And the reason they are there is because I have felt all of those things in myself. I feel them now. On March 26th I am scheduled to give my testimony during the service and then become a member of the Mennonite faith. And I am in the moment wondering why I said that I wanted this? I know why I wanted it. Because I love these people. And I love the way that they attempt to live out their faith. It seems more in step with scripture than most practical implementation of faith than I have seen in other spaces. Because I see the beauty in how diversity colors a church and how different gifts and talents illuminate a dull white washed community with brilliance. But I am wondering if these reasons are enough.

If I'm honest a lot of brain power these days goes into simply trying to cling to my faith. Most of the time I feel unsuccessful. I have a hard time believing that God exists let alone that he loves me as a member of the LGBT community. It may not even be fair to bring the topic of the LGBT community into this equation. Were I to be straight would I feel any more lovable? I can't say that I would. I don't know. Having had the majority of my faith experience as a celibate gay woman, God's love was no more palpable then than it is now. Or was it? Even my memory is fickle. On some days I seem to remember significant moments of belief as mere imagination and longing. While other days I wonder why I was able to believe before so passionately and now struggle so fundamentally.

And with this fickle and transient heart I walk. And I wonder if this heart longing for authenticity will ever find it. In truth I have longed to believe far more than I have ever been near enough to claim it as my own. This understanding of my own heart and mind is what lead me to bible college in pursuit of student ministry. Because in my longing for Christ I pursued Christian culture and it has never satisfied that thirst. And I believe there are a lot of people like me in the church. Longing for intimacy with Jesus to no avail. And I wanted to minister to the lost within our congregations. Much in the same way that those with mental diagnosis pursue counseling degrees, because they know the need.

I suppose it is this longing for Jesus that has kept me within church walls. Not necessarily the fulfillment of that longing, but the longing itself. And because of this longing it doesn't seem true to myself to disengage completely or label myself something other than Christian. C.S. Lewis reasons that if humanity has such a deep longing for other than what is in this world, it may very well be because we were not created for this world. And while this may be circular reasoning...that longing in me tells me that maybe he is on to something. So I persist.

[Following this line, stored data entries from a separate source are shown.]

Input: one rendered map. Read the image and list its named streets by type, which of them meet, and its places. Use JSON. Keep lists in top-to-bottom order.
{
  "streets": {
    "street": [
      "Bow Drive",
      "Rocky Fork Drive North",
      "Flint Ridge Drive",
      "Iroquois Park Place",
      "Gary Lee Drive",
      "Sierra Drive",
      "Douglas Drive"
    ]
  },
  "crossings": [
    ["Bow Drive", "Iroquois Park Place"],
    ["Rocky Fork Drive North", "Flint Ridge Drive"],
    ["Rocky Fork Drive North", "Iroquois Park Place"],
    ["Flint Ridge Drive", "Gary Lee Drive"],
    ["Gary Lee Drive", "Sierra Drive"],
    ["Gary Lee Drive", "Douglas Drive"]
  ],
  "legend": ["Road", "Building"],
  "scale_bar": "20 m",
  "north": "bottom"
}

What is worse is that my participation in the church feeds a desperate need for affirmation, and my interests and skillsets have the capability of benefiting the church. But the more that I am praised and appreciated in this regard, the more my ego is stroked. So I'm left with the question, is it right to serve, and offer my gifts when my heart is so out of tune with the message? Do I not continue to pursue service when I am struggling because all believers struggle, but that doesn't mean we stop moving and practicing our faith? But is it my faith? And if affirmation is what is keeping me in the church, do I stop serving to rid myself of the white noise?

Some would credit such doubt with my grief. And in truth my grief has lead me to this doorstep full of question. Not just because I wonder where is my brother. I do. I long for God partially because I long for Stephen's life more abundantly lived in the 'on.' But his death did not create the questions, merely brought them back into focus. For they were there just as much in the celebration of life's joys as they are now in its pain.

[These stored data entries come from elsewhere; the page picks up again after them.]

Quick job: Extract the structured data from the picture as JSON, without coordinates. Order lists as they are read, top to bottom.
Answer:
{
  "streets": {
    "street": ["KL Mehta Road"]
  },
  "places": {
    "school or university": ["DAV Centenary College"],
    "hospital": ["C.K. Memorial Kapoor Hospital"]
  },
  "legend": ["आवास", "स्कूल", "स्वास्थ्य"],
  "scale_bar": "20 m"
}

In "A Grief Observed" Lewis talks about his faith as being a house of cards.

"Is this last note a sign that I'm incurable, that when reality smashes my dreams to bits, I mope and snarl while the first shock lasts, and then patiently, idiotically, start putting it together again? And so always? However often the house of cards falls, shall I set about rebuilding it? Is that what I am doing now?"

This is what I have been doing, is it not? And not absentmindedly, but painstakingly. Pursuing, digging, crawling to cling to even a hair of this God of the Bible. It is painstaking if it is done with any true acknowledgment of the whole of scripture. God does not paint himself an easy deity. And we can follow each character of him down until it bleeds with some maddening question. How does a good God create evil? Why does an all powerful being create for himself an adversary? We cannot say that evil is the absence of God, because God introduces the serpent into being. Some may say, but I don't believe in the devil! But then what is your basis for believing in God as revealed in the Bible? Are they not from the same book? Can you so willingly embrace Heaven and easily dismiss Hell?

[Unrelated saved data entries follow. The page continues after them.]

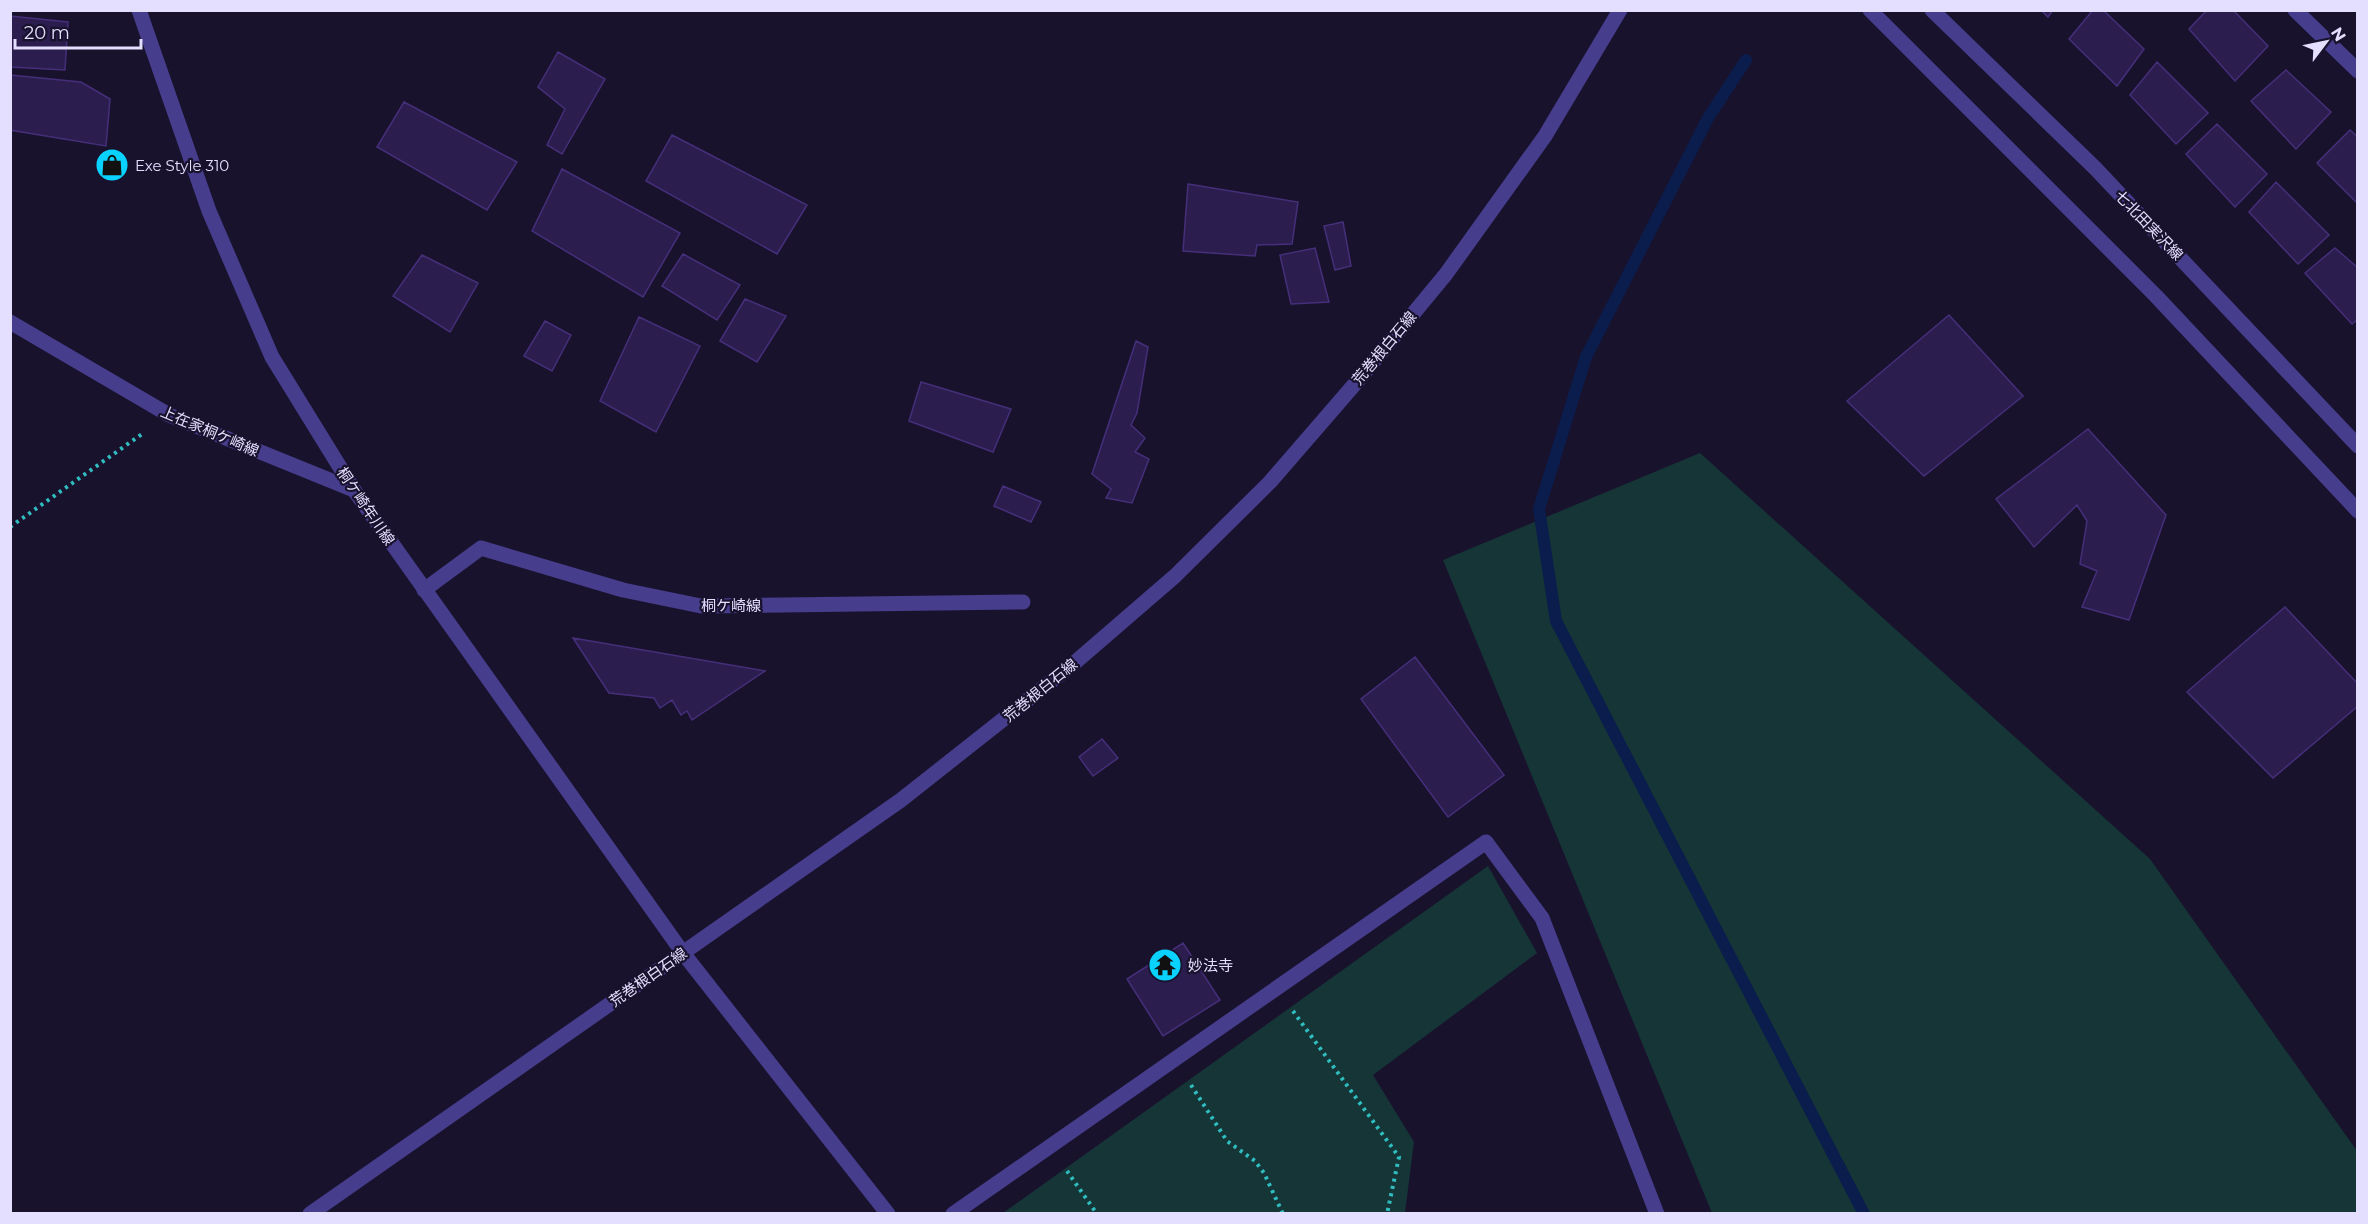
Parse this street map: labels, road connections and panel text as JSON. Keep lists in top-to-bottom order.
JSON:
{
  "streets": {
    "street": [
      "七北田実沢線",
      "荒巻根白石線",
      "上在家桐ケ崎線",
      "桐ケ崎年川線",
      "桐ケ崎線"
    ]
  },
  "crossings": [
    ["荒巻根白石線", "桐ケ崎年川線"],
    ["上在家桐ケ崎線", "桐ケ崎年川線"],
    ["桐ケ崎年川線", "桐ケ崎線"]
  ],
  "places": {
    "shop": ["Exe Style 310"],
    "temple": ["妙法寺"]
  },
  "scale_bar": "20 m",
  "north": "top right"
}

Death surely has nothing to do with that particular question, though my anger in the wake of death draws me more readily to grapple with it. Death more has numbed me. It is easier now than ever to believe in the chaos of everything, in a lack of meaning. That the darkness of the world never resolves, and that the future is an endless dissonance, which is followed by nothing.

The modern world tells me to shed the bindings of youth and all that an oppressive church culture forces on me. "Be yourself!" But who is myself? I feel as confident in a life without Christ as I do in a life in pursuit of him. Who then am I? Why do I cling to this man? And why do I fear to let him go? Am I so caught up in my identity within the church culture that I am afraid to break free of it even though we do not know how to fully embrace one another? I am restless.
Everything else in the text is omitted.